Lamination can be performed using a manual batch process or a fully automated in-line system.
The LM5000 Clamshell is designed to assemble a lateral flow assay comprised of multiple materials (typically a nitrocellulose membrane, a sample pad, a conjugate pad, and an absorbent pad) onto an adhesive backing material. It contains top and bottom vacuum nests to hold strip materials in place and is operated manually. Standard or customized nest inserts are available and are easily interchangeable so that multiple assay designs can be laminated.
The LM9000 Continuous Laminating System is a modular design to accommodate various numbers and types of materials. Each material is fed from adjustable spindles through guides and under a pressure capstan roller to assure complete adhesion to the plastic support backing. The system provides the ability to individually remove kiss cut adhesive liners for individual laminate materials. For fragile materials like nitrocellulose, alignment is controlled through automated tracking. After lamination the materials can either be cut and stacked in a collection chute or rewound onto a take-up reel. Other process steps such as dispensing, slitting, punching and inspection can also be integrated into the system.

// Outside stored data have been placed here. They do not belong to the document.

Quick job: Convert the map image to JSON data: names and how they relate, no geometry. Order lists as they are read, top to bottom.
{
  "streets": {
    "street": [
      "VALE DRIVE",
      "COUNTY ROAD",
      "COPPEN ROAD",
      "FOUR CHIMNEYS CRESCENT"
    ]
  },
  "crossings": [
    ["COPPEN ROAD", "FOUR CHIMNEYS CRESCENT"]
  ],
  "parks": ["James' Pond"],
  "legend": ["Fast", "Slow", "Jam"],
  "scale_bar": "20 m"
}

Slitting, Cutting and Bottling
The SRR5000 is a web fed system where processed web material is slit into a number of thinner webs for subsequent lamination on backing cards for lateral flow, dipstick and other such devices. The machine consists of a feed reel followed by a set of individual rotary blades spaced at the desired cut web width. The individual slit webs are then rewound onto hubs for transfer to a lamination machine. Examples would slitting sample and conjugate pads that have previously impregnated for final assembly.
The CM5000 Guillotine Cutter is a robust, fully automatic workstation that provides high quality precision cuts. Blades are made from hardened steel, and specially coated to improve ejection of cut strips and reduce glue build up. Cut widths and quantities are easily programmed through its handheld terminal. Programs may be stored for system reference in either development or manufacturing environments. Options include: anti-static ionizer, leading edge sensor and target sensor.
Bottling Test Strips
The Bottling System 6000 is designed to take either master cards or reel feed of the final laminate into the cutting of test strips for bottling. The master cards are magazine fed while the reel feed is using a large diameter reel to feed the laminate to a guillotine cutter with leading edge sensor and bad mark sensor. The leading edge sensor insures the width of the cut strips which are dropped to a conveyor which sends the good strips to a bottling station. The final laminate is both inspected at the dispensing station for quality of dispensed lines and at the lamination machine for correct placement of individual layers. The final laminate then portrays a combination of bad part markings which are recognized by the bad mark sensor on the cutter. Bad parts are removed at the cutter station and only passed parts go to the bottling process. The individual bottles are manually placed with and removed with manual placement of the bottle cap.